What I found was encouraging. Leal disappears at times, but when he does it’s more a product of bad technique than lack of effort. He doesn’t make any splash plays in this game — no sacks, forced fumbles or big hits that would make a highlight reel — but his presence is felt in other ways. You can see why the Steelers like him, and how, with time to develop under position coach Karl Dunbar, he could become a fixture on their defensive line.
Leal is No. 8 and is circled in most clips. He plays outside, at the 5-tech, in nearly all of them.
First, Leal (left edge) shows off one of his best traits — his arm extension. He uses his hands very well, in both his pass rush and to defend the run.

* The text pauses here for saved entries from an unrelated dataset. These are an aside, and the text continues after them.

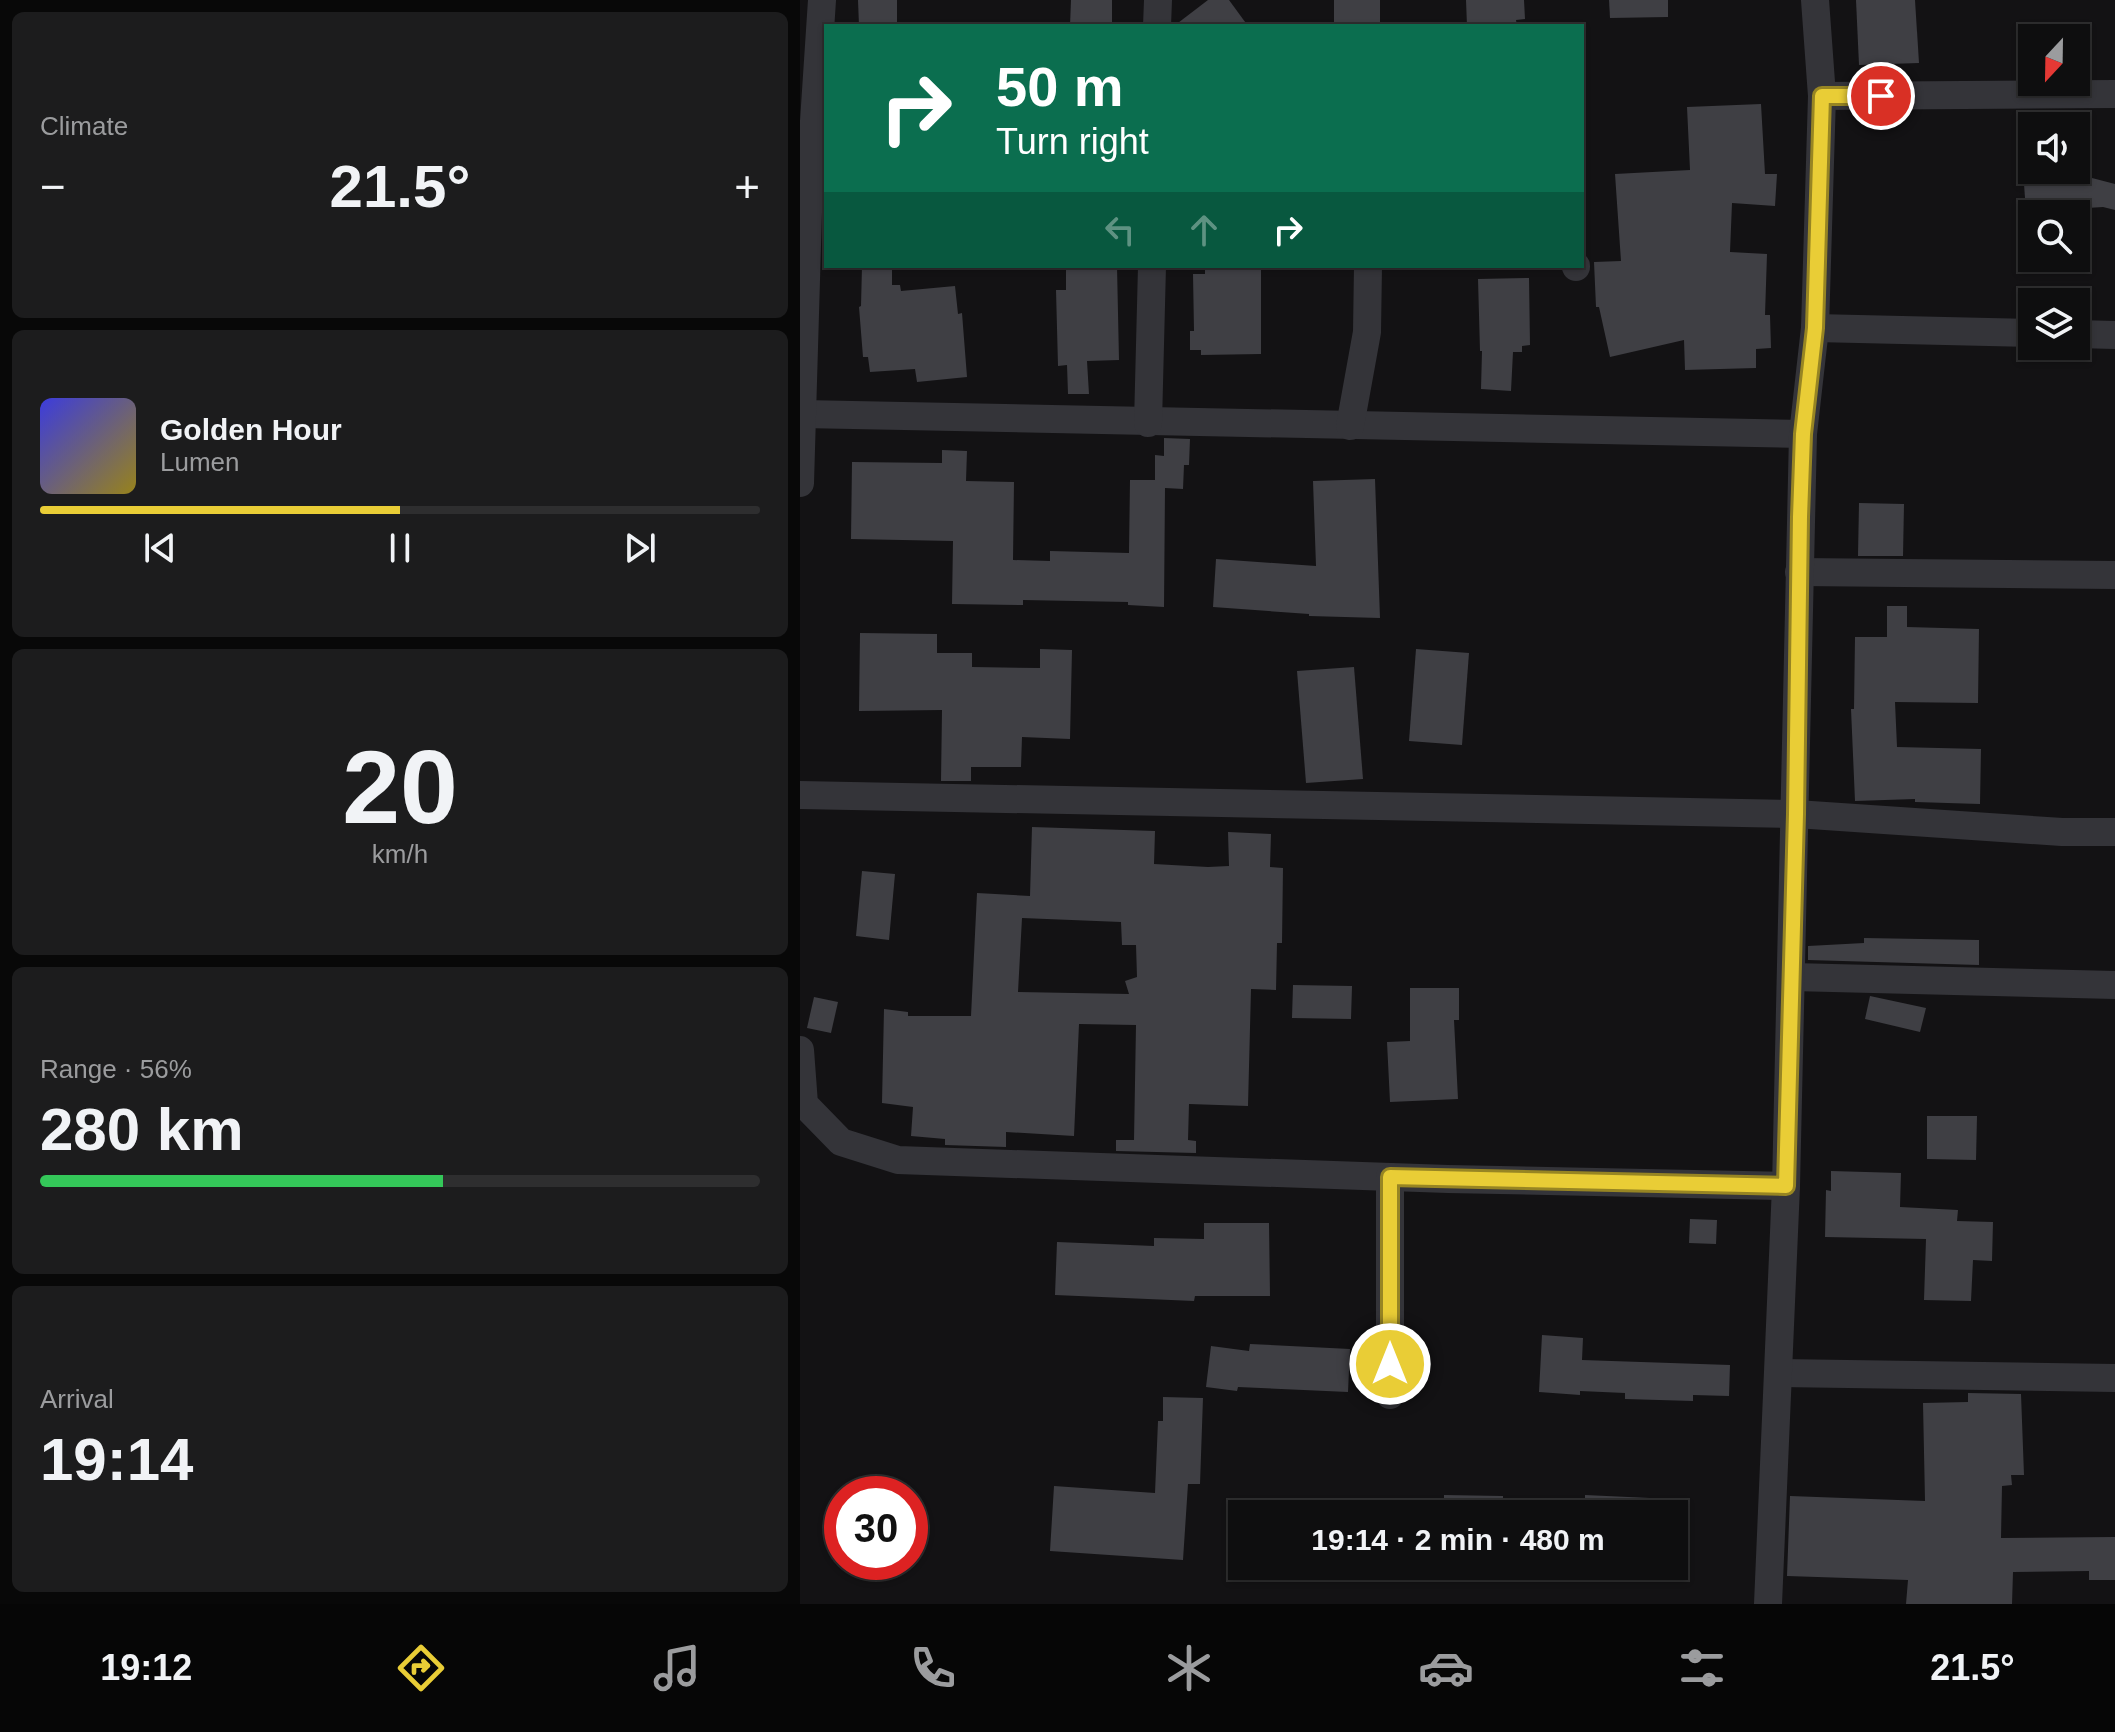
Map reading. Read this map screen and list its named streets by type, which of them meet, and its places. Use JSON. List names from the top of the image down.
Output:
{
  "north": "bottom",
  "page": {
    "tile": [
      "Climate",
      ["20", "km/h"],
      ["Range · 56%", "280 km"],
      ["Arrival", "19:14"]
    ],
    "turn": ["50 m", "Turn right"],
    "heat": ["−", "21.5°", "+"],
    "song": ["Golden Hour", "Lumen"],
    "limit": "30",
    "trip": "19:14 · 2 min · 480 m",
    "tabs": ["19:12", "21.5°"]
  }
}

Here, he wins inside on Carolina’s right tackle and uses his leverage advantage to jolt him backwards. Once the tackle is on his heels, Leal drives him into the lap of quarterback Sam Howell, forcing an incompletion:
Next, we see Leal against a read-option concept. Leal is such a good run defender that Carolina often tried to neutralize him by reading him. Read-options are frequently used against the opponent’s best or most aggressive defender. Rather than block him, offenses try to make him wrong no matter how he reacts.

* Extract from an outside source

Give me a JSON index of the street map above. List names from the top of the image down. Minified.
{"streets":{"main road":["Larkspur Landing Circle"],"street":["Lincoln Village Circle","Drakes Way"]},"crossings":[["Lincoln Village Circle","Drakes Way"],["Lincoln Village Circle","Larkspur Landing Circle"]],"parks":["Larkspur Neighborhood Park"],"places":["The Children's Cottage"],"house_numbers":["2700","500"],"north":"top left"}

Here, Carolina runs inside zone to the right while Howell reads Leal, who is the edge to his left. If Leal sits back, Howell will give the football. If Leal pursues, Howell will pull it and run. Leal plays this well by muddying Howell’s read. He doesn’t commit one way or the other. Instead, he stays square and shuffles down the line, making it difficult for Howell to decide whether to give the ball or pull it. With the alley player coming, too, Howell makes the safe play and gives the ball to the back. Leal still manages to pursue the play and make the tackle for a short gain:
(Side note — Carolina had a 2nd level RPO built into this play, too, with the slot receiver running an out-cut. If Howell had pulled the football, he could have either run it or thrown the out, depending on the reaction of the alley defender. The blitz from A&M forced him to give the ball, making the second read moot. Still, this play shows how intricate read-options have become, and makes me wonder how far Matt Canada will take them with the Pittsburgh offense.)

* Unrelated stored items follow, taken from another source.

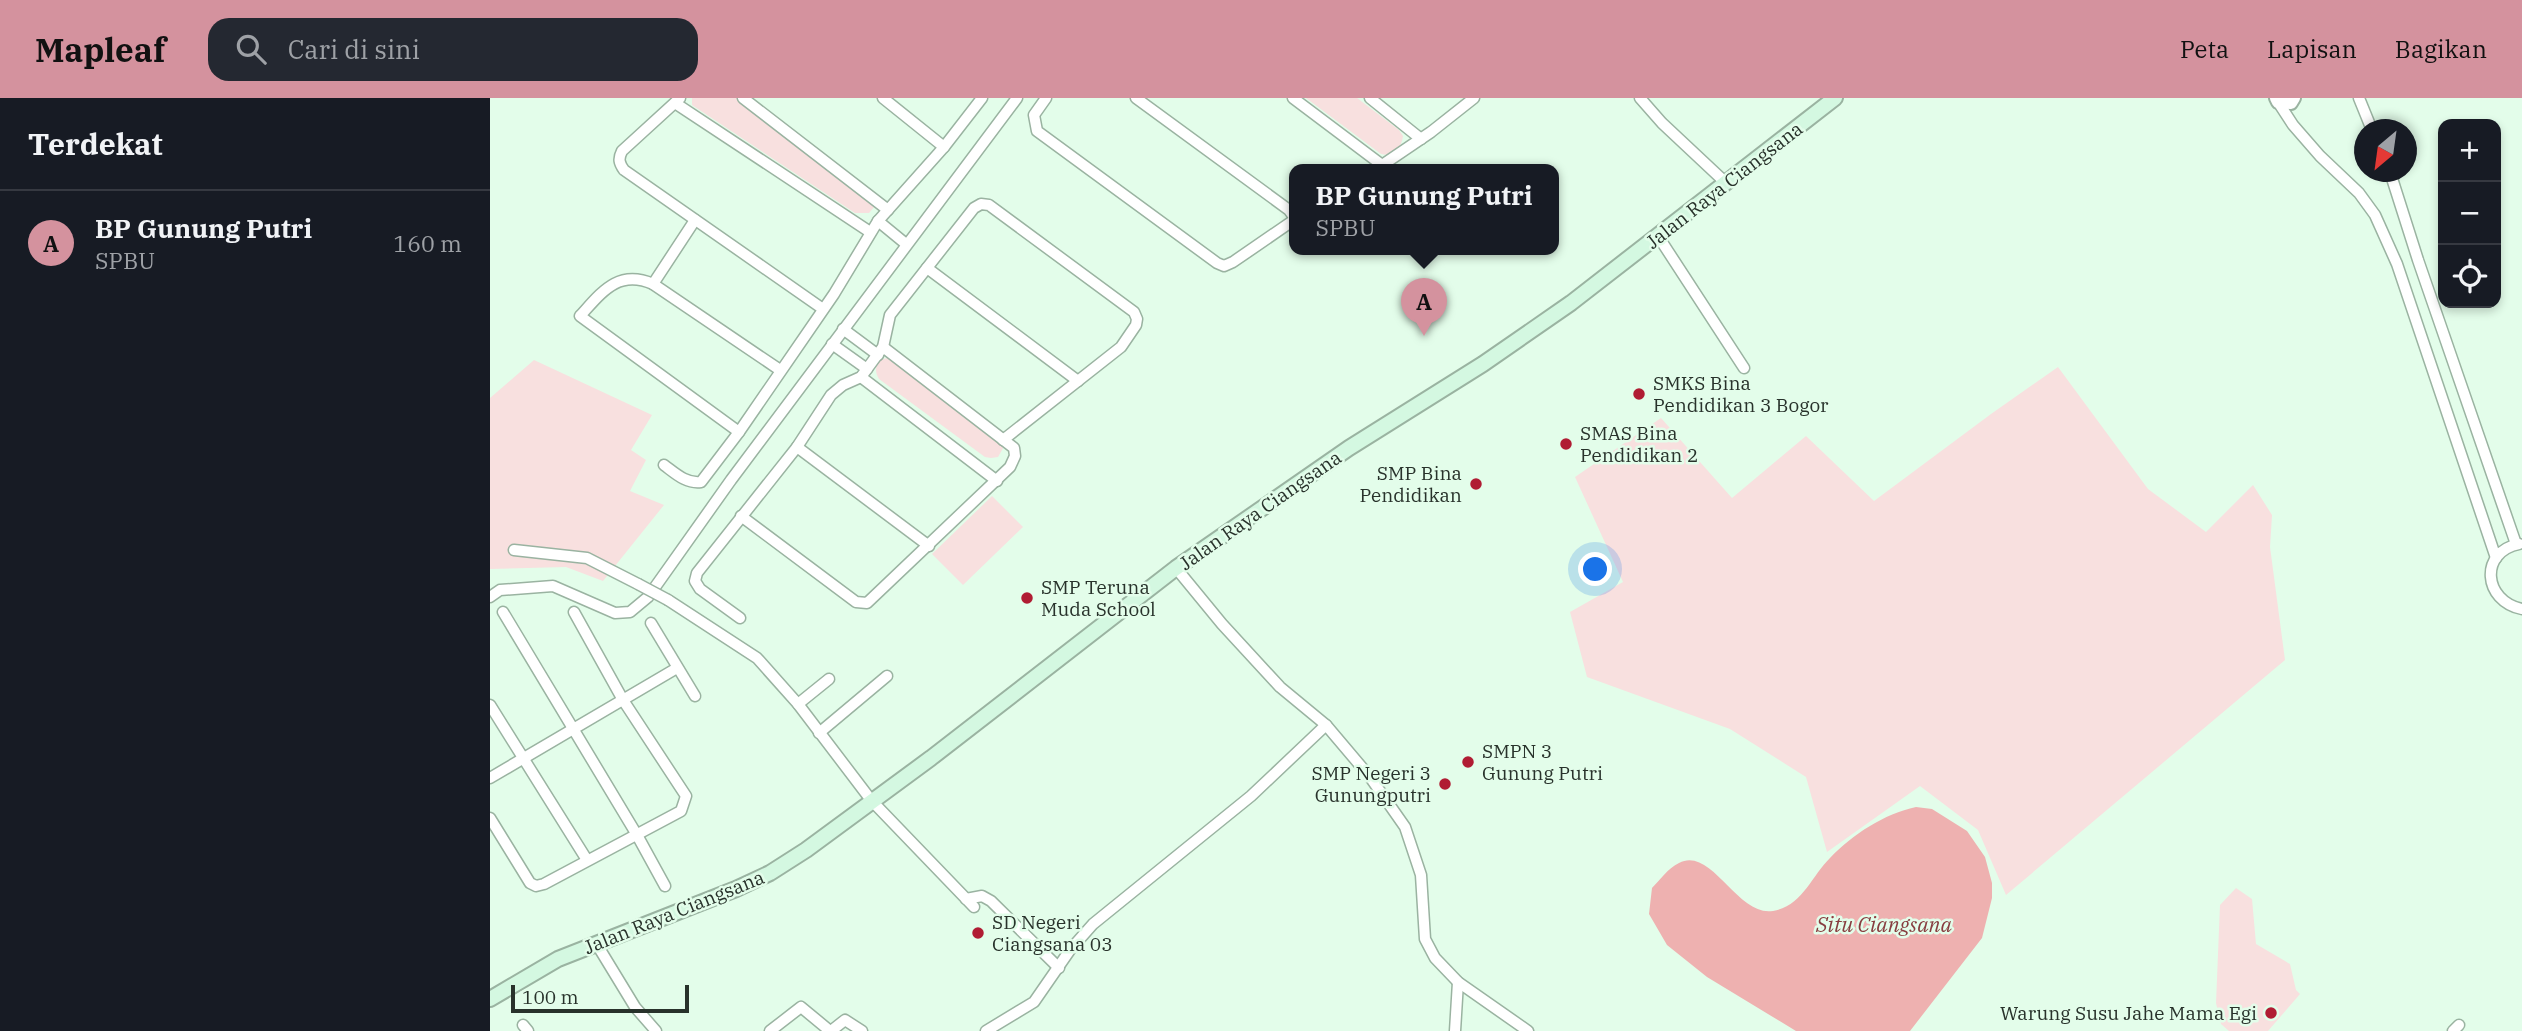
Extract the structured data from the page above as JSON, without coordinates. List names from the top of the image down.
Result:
{
  "streets": {
    "main road": ["Jalan Raya Ciangsana"]
  },
  "water": ["Situ Ciangsana"],
  "places": [
    "SMKS Bina Pendidikan 3 Bogor",
    "SMAS Bina Pendidikan 2",
    "SMP Bina Pendidikan",
    "SMP Teruna Muda School",
    "SMPN 3 Gunung Putri",
    "SMP Negeri 3 Gunungputri",
    "SD Negeri Ciangsana 03",
    "Warung Susu Jahe Mama Egi"
  ],
  "scale_bar": "100 m",
  "north": "bottom left",
  "page": {
    "header": "Mapleaf",
    "search": "Cari di sini",
    "nav": ["Peta", "Lapisan", "Bagikan"],
    "heading": "Terdekat",
    "map_buttons": ["+", "−"],
    "popup": ["BP Gunung Putri", "SPBU"],
    "list": [
      {
        "mark": "A",
        "name": "BP Gunung Putri",
        "note": "SPBU",
        "value": "160 m"
      }
    ],
    "pins": "A",
    "scale": "100 m"
  }
}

In this next clip, we see another example of how well Leal neutralizes blockers with his hands. He’s on the back side of a GT Counter by Carolina — “GT” means the guard and tackle are pulling — and the H-back is tasked with cutting off Leal. Leal is too strong, though. He stands the H-back up with a good strike to the chest, then plays off him to make the tackle:
On the next play, Carolina runs at Leal. They again assign the H-back to him, and the result is the same. Leal is simply too strong to block with anyone other than a lineman:
Next, Leal, who to this point had used bull and speed rushes to pressure Howell, changes things up with an up-and-under move. His second step is hard to the outside, which gets the offensive tackle leaning that way. Leal then redirects across his face. He has the tackle beat, until the guard grabs Leal, drawing a holding penalty. This is a nice counter move by Leal that showcases his pass rush repertoire:
In the second half, A&M began to twist and stunt. On this play, Leal, who is the edge to the right of the front, comes inside on a gap exchange with the tackle. Carolina’s guard and tackle do a nice job trading off and picking up the stunt. But Leal uses a nice rip move to drive the guard into the A-gap. When he can’t beat the guard inside, he spins back out, showing good tenacity:
In Pittsburgh, a stunt like this would likely be paired with a cross-fire from the opposite backer. Rather than have him fall into coverage, the backer would blow the B-gap between the guard and tackle where the gap-exchange creates a seam. A player like Leal, who can move quickly and displace offensive linemen, can be useful in these schemes.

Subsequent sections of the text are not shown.